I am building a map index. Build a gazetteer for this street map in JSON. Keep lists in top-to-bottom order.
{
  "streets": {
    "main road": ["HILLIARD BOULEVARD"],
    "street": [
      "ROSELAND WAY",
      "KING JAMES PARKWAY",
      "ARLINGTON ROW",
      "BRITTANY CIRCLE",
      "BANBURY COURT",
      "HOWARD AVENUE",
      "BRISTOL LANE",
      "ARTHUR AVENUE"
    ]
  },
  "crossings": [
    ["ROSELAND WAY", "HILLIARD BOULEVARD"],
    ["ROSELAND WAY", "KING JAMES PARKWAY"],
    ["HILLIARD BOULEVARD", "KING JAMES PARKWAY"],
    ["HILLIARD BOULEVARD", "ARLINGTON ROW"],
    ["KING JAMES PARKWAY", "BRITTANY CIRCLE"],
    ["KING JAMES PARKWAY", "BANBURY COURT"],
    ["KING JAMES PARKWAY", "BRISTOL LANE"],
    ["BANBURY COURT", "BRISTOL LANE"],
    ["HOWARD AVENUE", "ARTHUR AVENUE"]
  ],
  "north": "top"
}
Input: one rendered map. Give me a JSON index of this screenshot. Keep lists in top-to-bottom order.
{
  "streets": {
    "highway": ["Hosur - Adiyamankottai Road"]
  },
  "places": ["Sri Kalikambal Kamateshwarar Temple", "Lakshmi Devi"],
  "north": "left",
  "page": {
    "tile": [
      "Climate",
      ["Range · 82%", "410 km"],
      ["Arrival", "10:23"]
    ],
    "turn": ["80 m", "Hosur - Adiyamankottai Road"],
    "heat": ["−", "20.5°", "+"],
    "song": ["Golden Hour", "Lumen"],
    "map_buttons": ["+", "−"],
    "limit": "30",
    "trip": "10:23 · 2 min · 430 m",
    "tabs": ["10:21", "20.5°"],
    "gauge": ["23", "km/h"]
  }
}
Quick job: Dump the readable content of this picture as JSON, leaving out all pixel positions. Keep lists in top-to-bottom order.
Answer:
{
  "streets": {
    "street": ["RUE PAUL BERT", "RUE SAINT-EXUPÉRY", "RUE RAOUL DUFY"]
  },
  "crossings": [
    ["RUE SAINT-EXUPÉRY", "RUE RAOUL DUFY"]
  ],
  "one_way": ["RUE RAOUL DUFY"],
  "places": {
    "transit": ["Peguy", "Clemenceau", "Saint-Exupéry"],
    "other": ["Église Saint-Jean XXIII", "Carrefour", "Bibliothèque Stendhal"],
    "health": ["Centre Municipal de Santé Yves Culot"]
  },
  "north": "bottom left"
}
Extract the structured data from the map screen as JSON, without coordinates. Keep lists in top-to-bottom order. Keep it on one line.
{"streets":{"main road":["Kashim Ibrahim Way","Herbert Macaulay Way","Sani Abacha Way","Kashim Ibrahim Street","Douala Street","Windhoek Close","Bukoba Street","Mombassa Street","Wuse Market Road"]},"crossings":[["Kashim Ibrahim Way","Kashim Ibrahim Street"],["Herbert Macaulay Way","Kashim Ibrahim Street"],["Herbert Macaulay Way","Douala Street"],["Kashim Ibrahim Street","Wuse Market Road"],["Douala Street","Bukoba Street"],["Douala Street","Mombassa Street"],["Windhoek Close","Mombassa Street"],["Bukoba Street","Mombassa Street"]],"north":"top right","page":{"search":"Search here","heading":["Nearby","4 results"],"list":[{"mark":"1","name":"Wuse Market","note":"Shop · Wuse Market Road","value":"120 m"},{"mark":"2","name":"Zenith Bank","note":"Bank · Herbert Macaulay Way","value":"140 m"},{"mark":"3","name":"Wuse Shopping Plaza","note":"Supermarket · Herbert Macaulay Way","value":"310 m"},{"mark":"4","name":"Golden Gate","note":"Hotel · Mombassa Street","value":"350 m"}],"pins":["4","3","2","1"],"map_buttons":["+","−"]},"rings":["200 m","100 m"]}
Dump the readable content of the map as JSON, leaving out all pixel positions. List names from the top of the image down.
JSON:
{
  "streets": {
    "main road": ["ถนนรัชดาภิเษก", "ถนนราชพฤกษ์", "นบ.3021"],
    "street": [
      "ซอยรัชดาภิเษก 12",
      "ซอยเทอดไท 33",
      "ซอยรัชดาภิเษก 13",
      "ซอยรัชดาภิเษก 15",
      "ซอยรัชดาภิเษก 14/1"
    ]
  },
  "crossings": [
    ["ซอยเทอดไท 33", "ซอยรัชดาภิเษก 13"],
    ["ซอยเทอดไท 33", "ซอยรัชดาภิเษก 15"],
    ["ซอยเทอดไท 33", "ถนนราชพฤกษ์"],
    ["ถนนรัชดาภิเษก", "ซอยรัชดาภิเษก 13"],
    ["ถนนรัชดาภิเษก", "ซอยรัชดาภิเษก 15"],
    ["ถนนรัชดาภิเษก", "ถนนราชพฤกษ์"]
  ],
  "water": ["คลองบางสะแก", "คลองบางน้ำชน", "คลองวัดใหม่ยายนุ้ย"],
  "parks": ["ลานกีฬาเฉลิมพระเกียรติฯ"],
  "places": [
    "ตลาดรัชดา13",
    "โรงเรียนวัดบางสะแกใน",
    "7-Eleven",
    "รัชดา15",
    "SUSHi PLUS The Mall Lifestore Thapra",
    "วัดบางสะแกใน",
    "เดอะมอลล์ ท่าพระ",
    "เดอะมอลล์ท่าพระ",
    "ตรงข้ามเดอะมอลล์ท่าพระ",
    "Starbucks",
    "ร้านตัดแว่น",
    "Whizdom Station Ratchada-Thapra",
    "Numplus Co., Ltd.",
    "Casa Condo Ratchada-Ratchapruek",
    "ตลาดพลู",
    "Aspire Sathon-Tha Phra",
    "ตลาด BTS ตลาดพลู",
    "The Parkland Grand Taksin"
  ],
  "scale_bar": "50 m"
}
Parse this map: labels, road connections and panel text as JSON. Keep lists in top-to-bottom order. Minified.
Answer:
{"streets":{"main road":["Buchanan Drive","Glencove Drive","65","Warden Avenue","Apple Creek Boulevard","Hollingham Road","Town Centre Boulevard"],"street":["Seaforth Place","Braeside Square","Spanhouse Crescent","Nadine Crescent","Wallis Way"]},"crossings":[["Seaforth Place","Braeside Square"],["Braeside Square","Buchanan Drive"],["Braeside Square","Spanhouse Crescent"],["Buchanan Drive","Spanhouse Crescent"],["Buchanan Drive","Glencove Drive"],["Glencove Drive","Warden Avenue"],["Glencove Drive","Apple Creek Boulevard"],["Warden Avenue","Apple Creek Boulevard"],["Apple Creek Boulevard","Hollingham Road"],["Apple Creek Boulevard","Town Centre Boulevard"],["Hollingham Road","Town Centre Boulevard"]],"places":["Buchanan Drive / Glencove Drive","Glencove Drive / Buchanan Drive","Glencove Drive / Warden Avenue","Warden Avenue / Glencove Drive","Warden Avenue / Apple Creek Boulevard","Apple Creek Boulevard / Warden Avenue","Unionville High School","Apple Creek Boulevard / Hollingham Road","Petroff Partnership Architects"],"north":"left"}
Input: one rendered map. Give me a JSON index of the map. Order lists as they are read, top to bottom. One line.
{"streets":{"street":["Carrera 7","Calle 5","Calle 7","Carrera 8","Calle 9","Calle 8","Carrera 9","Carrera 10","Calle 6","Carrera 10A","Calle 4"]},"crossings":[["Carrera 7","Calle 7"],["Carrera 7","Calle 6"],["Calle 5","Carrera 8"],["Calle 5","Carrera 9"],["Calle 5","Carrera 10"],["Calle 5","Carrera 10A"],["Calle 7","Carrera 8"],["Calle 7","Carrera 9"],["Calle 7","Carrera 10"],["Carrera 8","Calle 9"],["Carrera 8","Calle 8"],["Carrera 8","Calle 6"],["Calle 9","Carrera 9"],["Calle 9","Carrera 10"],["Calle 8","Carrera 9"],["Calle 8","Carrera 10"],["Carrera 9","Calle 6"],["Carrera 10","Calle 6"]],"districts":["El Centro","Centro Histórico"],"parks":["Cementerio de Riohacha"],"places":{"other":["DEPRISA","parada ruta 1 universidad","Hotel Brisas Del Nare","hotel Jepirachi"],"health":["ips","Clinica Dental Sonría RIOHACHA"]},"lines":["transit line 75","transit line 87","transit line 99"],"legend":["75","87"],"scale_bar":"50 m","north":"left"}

● ● ●

Exercise:
Copy each line of the records that has "JAMES" in it.

Exercise output:
      "KING JAMES PARKWAY",
    ["ROSELAND WAY", "KING JAMES PARKWAY"],
    ["HILLIARD BOULEVARD", "KING JAMES PARKWAY"],
    ["KING JAMES PARKWAY", "BRITTANY CIRCLE"],
    ["KING JAMES PARKWAY", "BANBURY COURT"],
    ["KING JAMES PARKWAY", "BRISTOL LANE"],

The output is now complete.